The biggest shift in vampire literature came only 15 years later. In the summer of 1816, the doctor John Polidori traveled to Geneva with his patient, the famed poet Lord Byron. There, they met up with an equally illustrious crew: Mary Shelley, Percy Shelley, and Mary’s half-sister Claire Clairmont.
Perhaps you already know this story: the weather that summer was awful, and the group was shut up inside Villa Diodati where they were all staying.
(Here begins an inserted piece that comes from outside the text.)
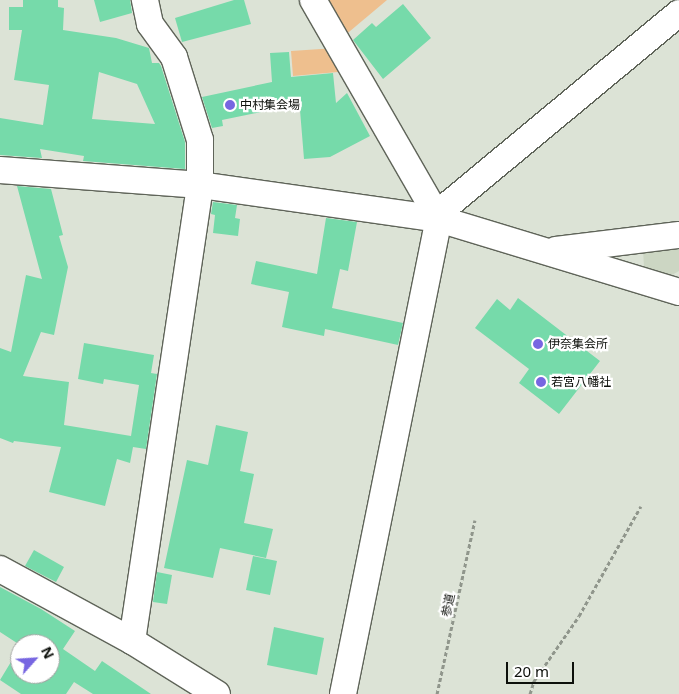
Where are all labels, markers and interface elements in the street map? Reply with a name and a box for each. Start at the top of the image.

Byron suggested the group have a ghost story writing competition. It was from this competition that Mary Shelley would singlehandedly alter the literary canon with her revolutionary work of science fiction, Frankenstein. But it was also from this competition that John Polidori would grant us the archetype of the modern vampire.
In order to understand Polidori’s contribution, we need to understand his relationship with Lord Byron. Byron was famous, handsome, and endlessly rich. Women threw themselves at him constantly. Polidori was his nobody doctor, he was no threat to Byron, and yet Byron needlessly humiliated him. For example, Polidori was enamored with Mary Shelley, and Byron convinced him it would impress Mary if he jumped off the balcony of the villa, he did and broke his ankle! It goes without saying that Mary was unimpressed.
Polidori’s short story The Vampyre follows a young man named Aubrey and his friendship with the nobleman Lord Ruthven. Ruthven is handsome, debonair, and wealthy. The friendship is short-lived (Aubrey finds Lord Ruthven snacking on his sister) and Ruthven escapes, never facing the consequences of his actions.